Since we would like to avoid the fragility that comes with short hashes, the e variant does not provide significant advantages. We choose the R-option, which supports batch verification.
Key prefixing Using the verification rule above directly makes Schnorr signatures vulnerable to "related-key attacks" in which a third party can convert a signature (R, s) for public key P into a signature (R, s + a⋅hash(R || m)) for public key P + a⋅G and the same message m, for any given additive tweak a to the signing key. This would render signatures insecure when keys are generated using BIP32's unhardened derivation and other methods that rely on additive tweaks to existing keys such as Taproot.
To protect against these attacks, we choose key prefixed Schnorr signatures; changing the equation to s⋅G = R + hash(R || P || m)⋅P. It can be shown that key prefixing protects against related-key attacks with additive tweaks. In general, key prefixing increases robustness in multi-user settings, e.g., it seems to be a requirement for proving the MuSig multisignature scheme secure (see Applications below).
We note that key prefixing is not strictly necessary for transaction signatures as used in Bitcoin currently, because signed transactions indirectly commit to the public keys already, i.e., m contains a commitment to pk. However, this indirect commitment should not be relied upon because it may change with proposals such as SIGHASH_NOINPUT (BIP118), and would render the signature scheme unsuitable for other purposes than signing transactions, e.g., signing ordinary messages.
Encoding R and public key point P There exist several possibilities for encoding elliptic curve points:
- Encoding the full X and Y coordinates of P and R, resulting in a 64-byte public key and a 96-byte signature.
- Encoding the full X coordinate and one bit of the Y coordinate to determine one of the two possible Y coordinates. This would result in 33-byte public keys and 65-byte signatures.
- Encoding only the X coordinate, resulting in 32-byte public keys and 64-byte signatures.
Using the first option would be slightly more efficient for verification (around 10%), but we prioritize compactness, and therefore choose option 3.
Implicit Y coordinates In order to support efficient verification and batch verification, the Y coordinate of P and of R cannot be ambiguous (every valid X coordinate has two possible Y coordinates). We have a choice between several options for symmetry breaking:
- Implicitly choosing the Y coordinate that is in the lower half.
- Implicitly choosing the Y coordinate that is even.
- Implicitly choosing the Y coordinate that is a quadratic residue (has a square root modulo the field size, or "is a square" for short).

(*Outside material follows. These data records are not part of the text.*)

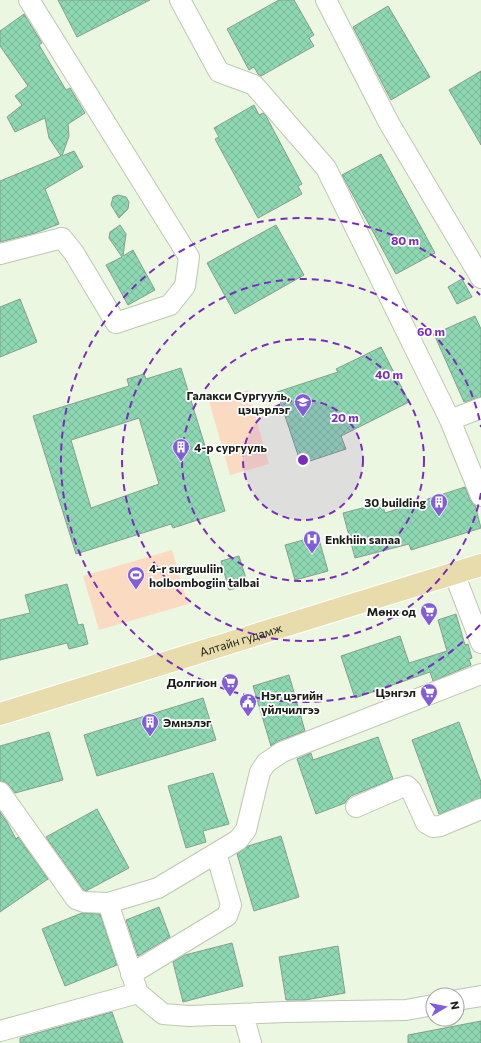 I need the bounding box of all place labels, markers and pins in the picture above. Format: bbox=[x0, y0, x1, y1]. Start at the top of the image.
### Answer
place label: Галакси Сургууль, цэцэрлэг bbox=[186, 388, 291, 416]
school or university icon: Галакси Сургууль, цэцэрлэг bbox=[293, 392, 313, 417]
building icon: 4-р сургууль bbox=[171, 437, 191, 462]
place label: 4-р сургууль bbox=[194, 440, 267, 454]
centre of rings bbox=[296, 453, 310, 467]
building icon: 30 building bbox=[429, 492, 449, 517]
place label: 30 building bbox=[364, 495, 426, 509]
hospital icon: Enkhiin sanaa bbox=[302, 529, 322, 554]
place label: Enkhiin sanaa bbox=[325, 532, 400, 546]
place label: 4-r surguuliin holbombogiin talbai bbox=[149, 561, 259, 589]
sports icon: 4-r surguuliin holbombogiin talbai bbox=[126, 565, 146, 590]
supermarket icon: Мөнх од bbox=[419, 601, 439, 626]
place label: Мөнх од bbox=[367, 604, 417, 618]
supermarket icon: Долгион bbox=[220, 672, 240, 697]
place label: Долгион bbox=[167, 675, 217, 689]
supermarket icon: Цэнгэл bbox=[419, 682, 439, 707]
place label: Цэнгэл bbox=[375, 685, 416, 699]
place label: Нэг цэгийн үйлчилгээ bbox=[261, 688, 323, 716]
public building icon: Нэг цэгийн үйлчилгээ bbox=[238, 692, 258, 717]
building icon: Эмнэлэг bbox=[140, 712, 160, 737]
place label: Эмнэлэг bbox=[163, 715, 212, 729]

In the case of R the third option is slower at signing time but a bit faster to verify, as it is possible to directly compute whether the Y coordinate is a square when the points are represented in Jacobian coordinates (a common optimization to avoid modular inverses for elliptic curve operations). The two other options require a possibly expensive conversion to affine coordinates first. This would even be the case if the sign or oddness were explicitly coded (option 2 in the list above). We therefore choose option 3.
For P the speed of signing and verification does not significantly differ between any of the three options because affine coordinates of the point have to be computed anyway. For consistency reasons we choose the same option as for R. The signing algorithm ensures that the signature is valid under the correct public key by negating the secret key if necessary.

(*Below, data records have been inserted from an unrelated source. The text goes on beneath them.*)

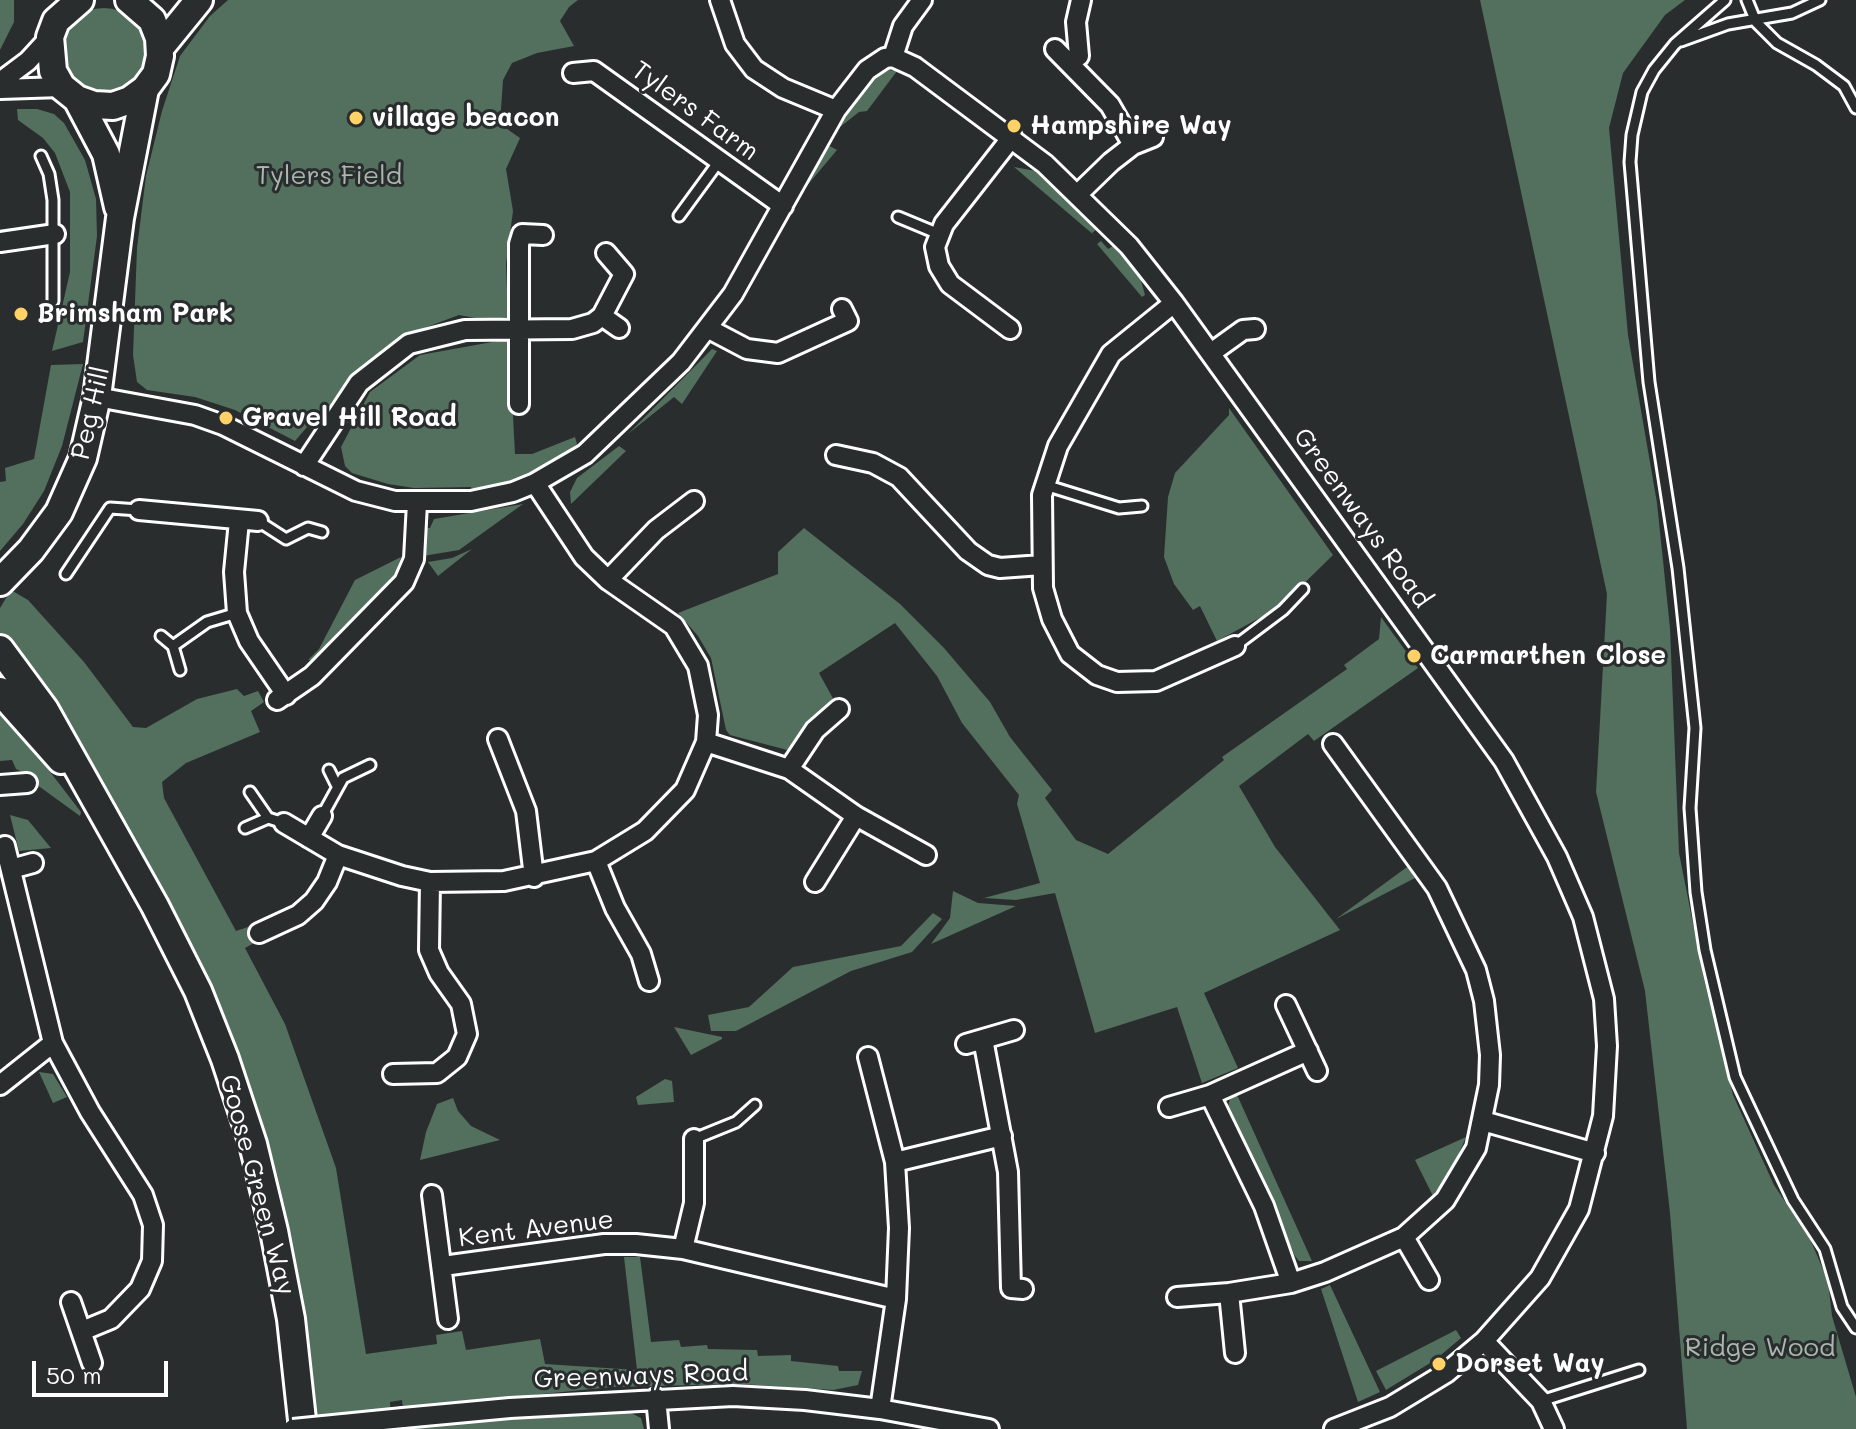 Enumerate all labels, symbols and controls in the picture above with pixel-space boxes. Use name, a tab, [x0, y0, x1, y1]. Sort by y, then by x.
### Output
street label: Tylers Farm	[625, 55, 765, 167]
place label: village beacon	[372, 102, 559, 134]
marker: village beacon	[347, 109, 365, 127]
place label: Hampshire Way	[1030, 110, 1232, 142]
marker: Hampshire Way	[1005, 117, 1023, 135]
park label: Tylers Field	[256, 160, 402, 192]
place label: Brimsham Park	[37, 298, 233, 330]
marker: Brimsham Park	[12, 305, 30, 323]
street label: Peg Hill	[65, 363, 117, 463]
place label: Gravel Hill Road	[242, 402, 457, 434]
marker: Gravel Hill Road	[217, 409, 235, 427]
street label: Greenways Road	[1286, 422, 1438, 614]
place label: Carmarthen Close	[1430, 640, 1666, 672]
marker: Carmarthen Close	[1405, 647, 1423, 665]
street label: Goose Green Way	[213, 1071, 301, 1299]
street label: Kent Avenue	[457, 1204, 615, 1254]
park label: Ridge Wood	[1685, 1332, 1835, 1364]
scale bar	[36, 1345, 172, 1395]
place label: Dorset Way	[1455, 1348, 1605, 1380]
marker: Dorset Way	[1430, 1355, 1448, 1373]
street label: Greenways Road	[533, 1357, 749, 1395]
text: 50 m	[46, 1359, 102, 1390]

Implicit Y coordinates are not a reduction in security when expressed as the number of elliptic curve operations an attacker is expected to perform to compute the secret key. An attacker can normalize any given public key to a point whose Y coordinate is a square by negating the point if necessary. This is just a subtraction of field elements and not an elliptic curve operation.
Tagged Hashes Cryptographic hash functions are used for multiple purposes in the specification below and in Bitcoin in general. To make sure hashes used in one context can't be reinterpreted in another one, hash functions can be tweaked with a context-dependent tag name, in such a way that collisions across contexts can be assumed to be infeasible. Such collisions obviously can not be ruled out completely, but only for schemes using tagging with a unique name. As for other schemes collisions are at least less likely with tagging than without.

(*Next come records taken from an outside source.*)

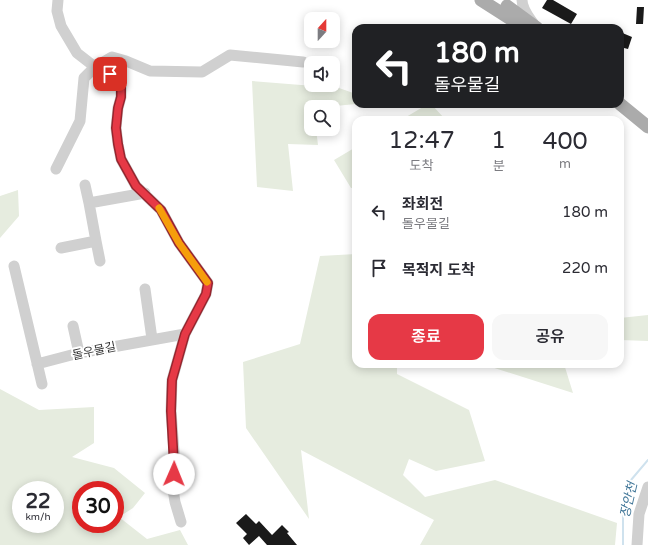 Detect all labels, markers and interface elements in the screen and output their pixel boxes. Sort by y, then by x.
north arrow [304,12,340,48]
map controls [304,12,340,136]
text: 180 m [434,36,520,70]
icon: left [368,40,420,92]
button: sound [304,56,340,92]
pin [93,57,127,91]
icon: arrive [99,63,121,85]
text: 돌우물길 [434,74,500,96]
button: search [304,100,340,136]
text: 12:47 [388,126,455,155]
text: 1 [491,126,506,155]
text: 400 [542,127,588,156]
text: m [559,156,571,172]
text: 도착 [410,158,434,174]
text: 분 [493,158,505,174]
text: 좌회전 [402,195,443,213]
icon: left [368,201,390,223]
text: 180 m [562,203,608,221]
text: 돌우물길 [402,216,450,232]
icon: arrive [368,257,390,279]
text: 220 m [562,259,608,277]
text: 목적지 도착 [402,261,475,279]
button: 종료 [368,314,484,360]
button: 공유 [492,314,608,360]
street label: 돌우물길 [71,340,117,362]
position arrow [153,453,195,495]
water label: 장안천 [617,480,641,519]
speed limit sign: 30 [72,481,124,533]
text: 22 [25,490,51,514]
text: km/h [25,511,51,523]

For example, without tagged hashing a BIP340 signature could also be valid for a signature scheme where the only difference is that the arguments to the hash function are reordered. Worse, if the BIP340 nonce derivation function was copied or independently created, then the nonce could be accidentally reused in the other scheme leaking the secret key.
This proposal suggests to include the tag by prefixing the hashed data with SHA256(tag) || SHA256(tag). Because this is a 64-byte long context-specific constant and the SHA256 block size is also 64 bytes, optimized implementations are possible (identical to SHA256 itself, but with a modified initial state). Using SHA256 of the tag name itself is reasonably simple and efficient for implementations that don't choose to use the optimization.
Final scheme As a result, our final scheme ends up using public key pk which is the X coordinate of a point P on the curve whose Y coordinate is a square and signatures (r,s) where r is the X coordinate of a point R whose Y coordinate is a square. The signature satisfies s⋅G = R + tagged_hash(r || pk || m)⋅P.
The following conventions are used, with constants as defined for secp256k1:
- Lowercase variables represent integers or byte arrays.
- The constant p refers to the field size, 0xFFFFFFFFFFFFFFFFFFFFFFFFFFFFFFFFFFFFFFFFFFFFFFFFFFFFFFFEFFFFFC2F.
- The constant n refers to the curve order, 0xFFFFFFFFFFFFFFFFFFFFFFFFFFFFFFFEBAAEDCE6AF48A03BBFD25E8CD0364141.
- Uppercase variables refer to points on the curve with equation y2 = x3 + 7 over the integers modulo p.
- is_infinite(P) returns whether or not P is the point at infinity.
- x(P) and y(P) are integers in the range 0..p-1 and refer to the X and Y coordinates of a point P (assuming it is not infinity).
- The constant G refers to the base point, for which x(G) = 0x79BE667EF9DCBBAC55A06295CE870B07029BFCDB2DCE28D959F2815B16F81798 and y(G) = 0x483ADA7726A3C4655DA4FBFC0E1108A8FD17B448A68554199C47D08FFB10D4B8.
- Addition of points refers to the usual elliptic curve group operation.
- Multiplication (⋅) of an integer and a point refers to the repeated application of the group operation.
- Functions and operations:
- || refers to byte array concatenation.
- The function x[i:j], where x is a byte array, returns a (j - i)-byte array with a copy of the i-th byte (inclusive) to the j-th byte (exclusive) of x.
- The function bytes(x), where x is an integer, returns the 32-byte encoding of x, most significant byte first.
- The function bytes(P), where P is a point, returns bytes(x(P)).
- The function int(x), where x is a 32-byte array, returns the 256-bit unsigned integer whose most significant byte first encoding is x.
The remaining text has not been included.